Saturday, February 17, 2018

A portrait of the author as a bounder

The four main characters in the cast of Clair Fuller's novel Swimming Lessons are Gil Coleman, the famous author of a best-selling and notorious novel; his younger, Norwegian wife Ingrid; and their daughters Nan and Flora. Supporting cast members include Louise, Ingrid's best friend in university; Jonathan, Gil's best friend, a travel writer; and Richard, Flora's boyfriend. Most of the action is set on a small island off the Dorset coast (actually the Isle of Purbeck), and the book covered is 1976 to the present.

Fuller's structure is interesting. After a brief present-day scene in which Gil, now in his 70s and for reasons that become clear in the course of the novel, falls off a sea-side promenade into the rocks below and ends up in the hospital, the rest of the book alternates between Flora's close third-person point of view and letters Ingrid writes to Gil in June 1992, the month before she disappears. Suicide? There's no note. (She hides the letters in the books with marginalia Gil collects.) Abandonment? Neither we nor the characters never know, which is fine. What's important is what drove her to swim to her death or simply walk away from her husband and daughters and the effect that has had—and continues to have—on them.

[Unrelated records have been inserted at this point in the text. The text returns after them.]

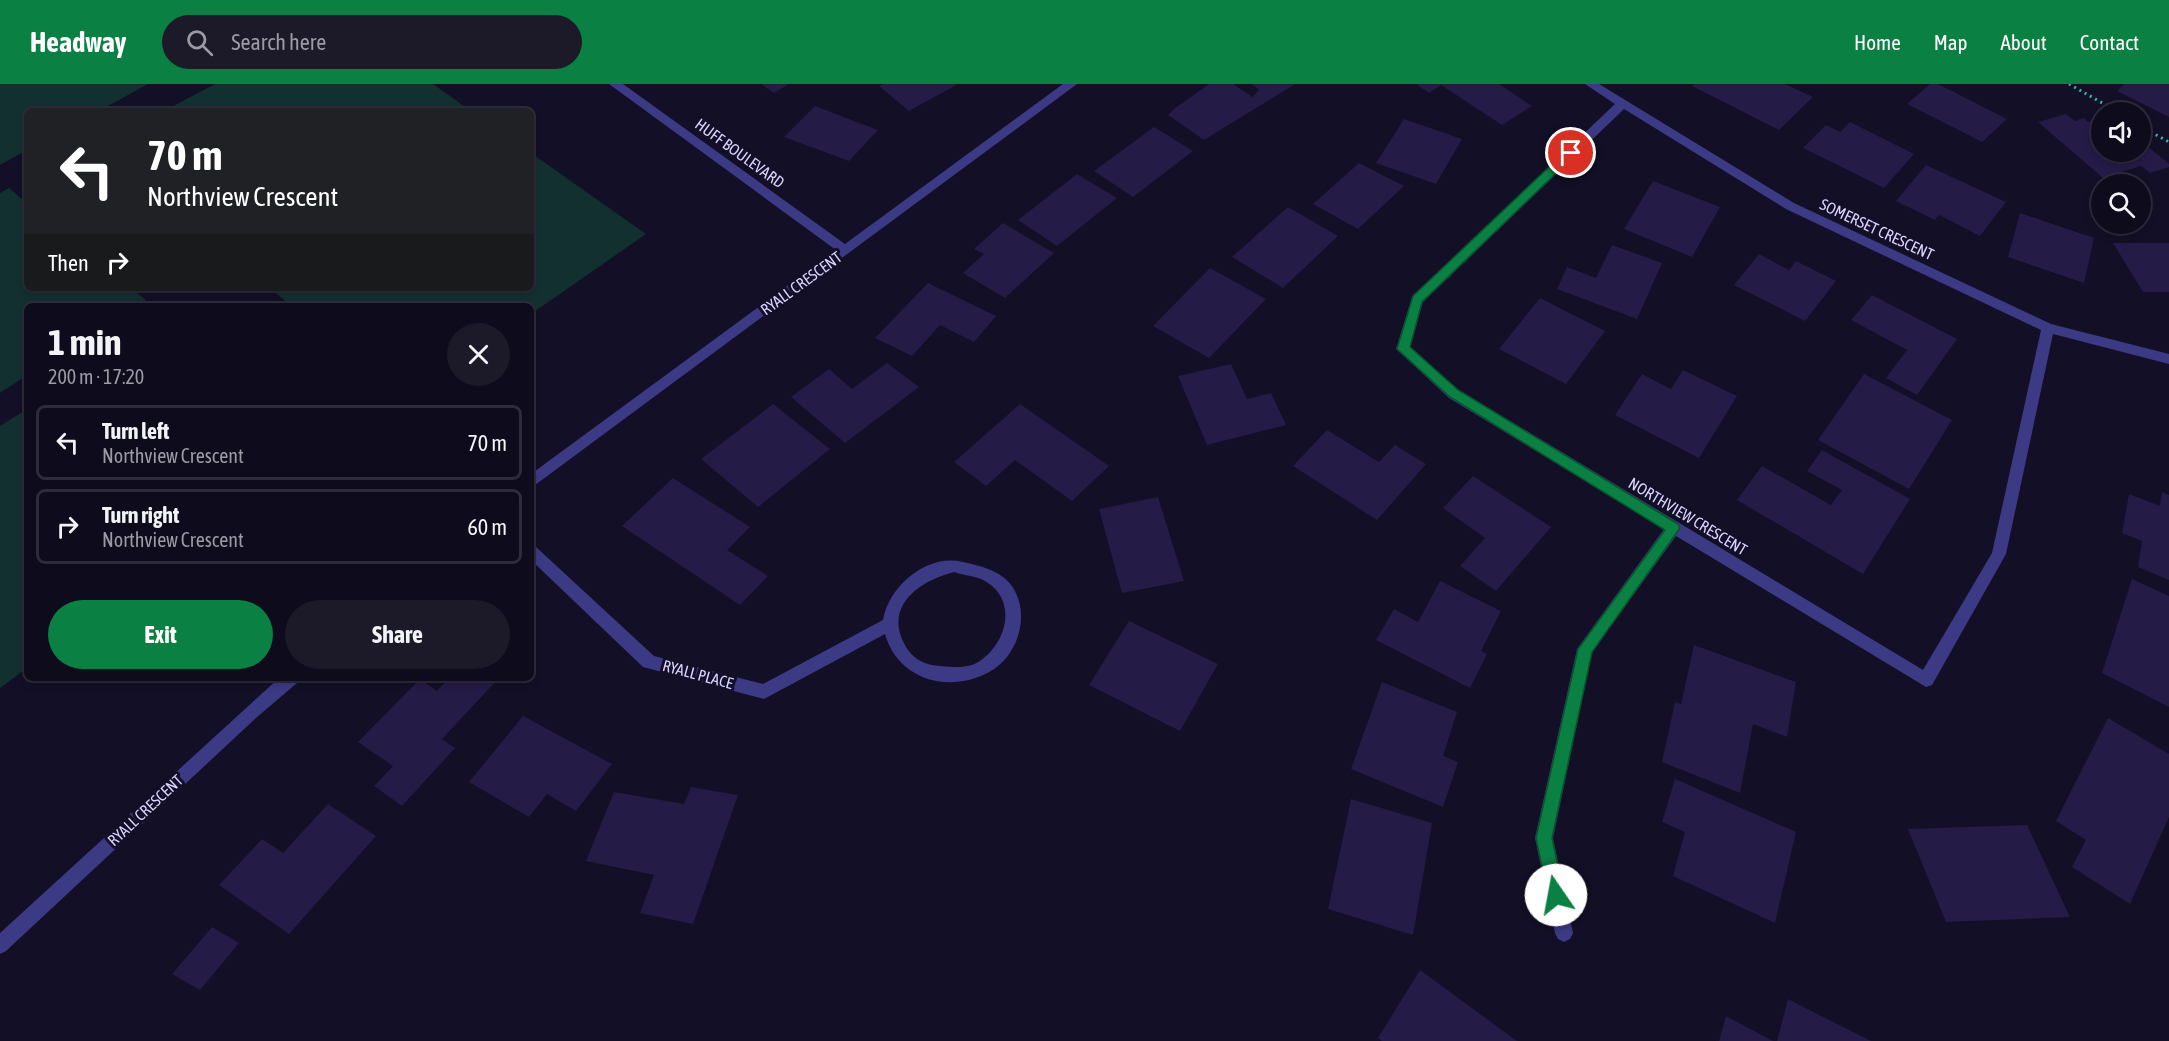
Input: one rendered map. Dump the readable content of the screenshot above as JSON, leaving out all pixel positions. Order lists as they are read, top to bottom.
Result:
{
  "streets": {
    "street": [
      "HUFF BOULEVARD",
      "SOMERSET CRESCENT",
      "RYALL CRESCENT",
      "NORTHVIEW CRESCENT",
      "RYALL PLACE"
    ]
  },
  "crossings": [
    ["HUFF BOULEVARD", "RYALL CRESCENT"],
    ["SOMERSET CRESCENT", "NORTHVIEW CRESCENT"]
  ],
  "page": {
    "header": "Headway",
    "search": "Search here",
    "nav": [
      "Home",
      "Map",
      "About",
      "Contact"
    ],
    "turn": ["70 m", "Northview Crescent"],
    "then": "Then",
    "heading": ["1 min", "200 m · 17:20"],
    "list": [
      {
        "name": "Turn left",
        "note": "Northview Crescent",
        "value": "70 m"
      },
      {
        "name": "Turn right",
        "note": "Northview Crescent",
        "value": "60 m"
      }
    ],
    "buttons": ["Exit", "Share"]
  }
}
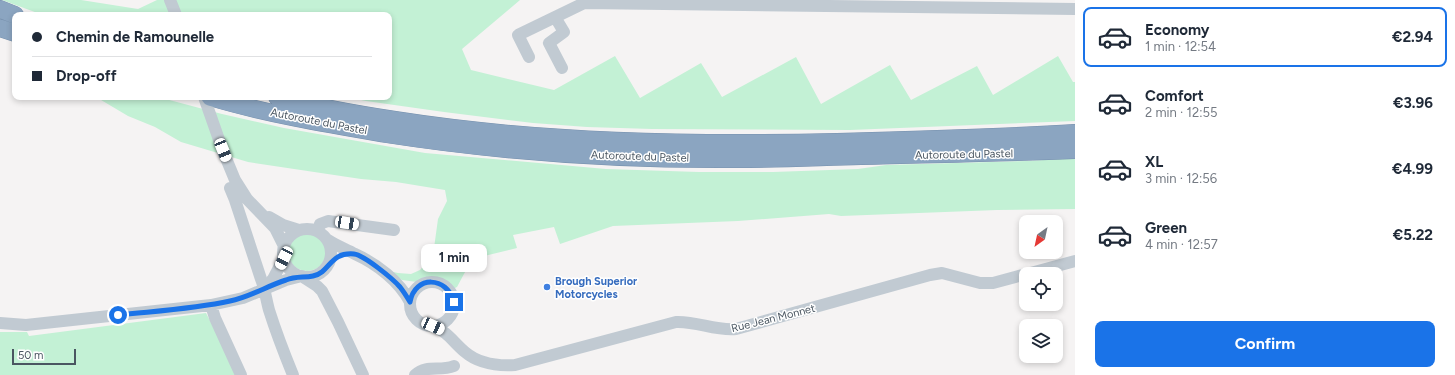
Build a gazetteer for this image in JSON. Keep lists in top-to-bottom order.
{
  "streets": {
    "highway": ["Autoroute du Pastel"],
    "street": ["Rue Jean Monnet"]
  },
  "places": ["Brough Superior Motorcycles"],
  "scale_bar": "50 m",
  "north": "bottom left",
  "page": {
    "list": [
      {
        "name": "Economy",
        "note": "1 min · 12:54",
        "value": "€2.94"
      },
      {
        "name": "Comfort",
        "note": "2 min · 12:55",
        "value": "€3.96"
      },
      {
        "name": "XL",
        "note": "3 min · 12:56",
        "value": "€4.99"
      },
      {
        "name": "Green",
        "note": "4 min · 12:57",
        "value": "€5.22"
      }
    ],
    "banner": ["Chemin de Ramounelle", "Drop-off"],
    "bubble": "1 min",
    "buttons": "Confirm",
    "scale": "50 m"
  }
}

Flora hastens to the island followed by Richard and Nan. Tension between the sisters. Nan resents that she had to become in effect nine-year-old Flora when she was only fifteen. Flora is Daddy's Girl; Gil can do no wrong. Richard is impressed that he's able to have sex with a famous author's daughter.

The heart of the novel is the un-mailed correspondence Ingrid writes to Gil at 4:00 a.m. when she cannot sleep. They met at university in London. He was twelve years her senior, a charming, attractive man, her writing teacher who said things like. "Secret truths . . . are the lifeblood of a writer. Your memories and your secrets. Forget plot, character, structure; if you're going to call yourself a writer, you need to stick your hand in the mire up to the wrist, the elbow, the shoulder, and drag out your darkest, most private truth." Gil invites shy, unworldly Ingrid to a riotous weekend party at his house on the island—lots of music, dancing, drink, pot, sex. Ingrid, disregarding all advice and a number of events that should have given her second thoughts, begins enjoy unprotected sex with her professor. She becomes pregnant. The university fires him and expels her.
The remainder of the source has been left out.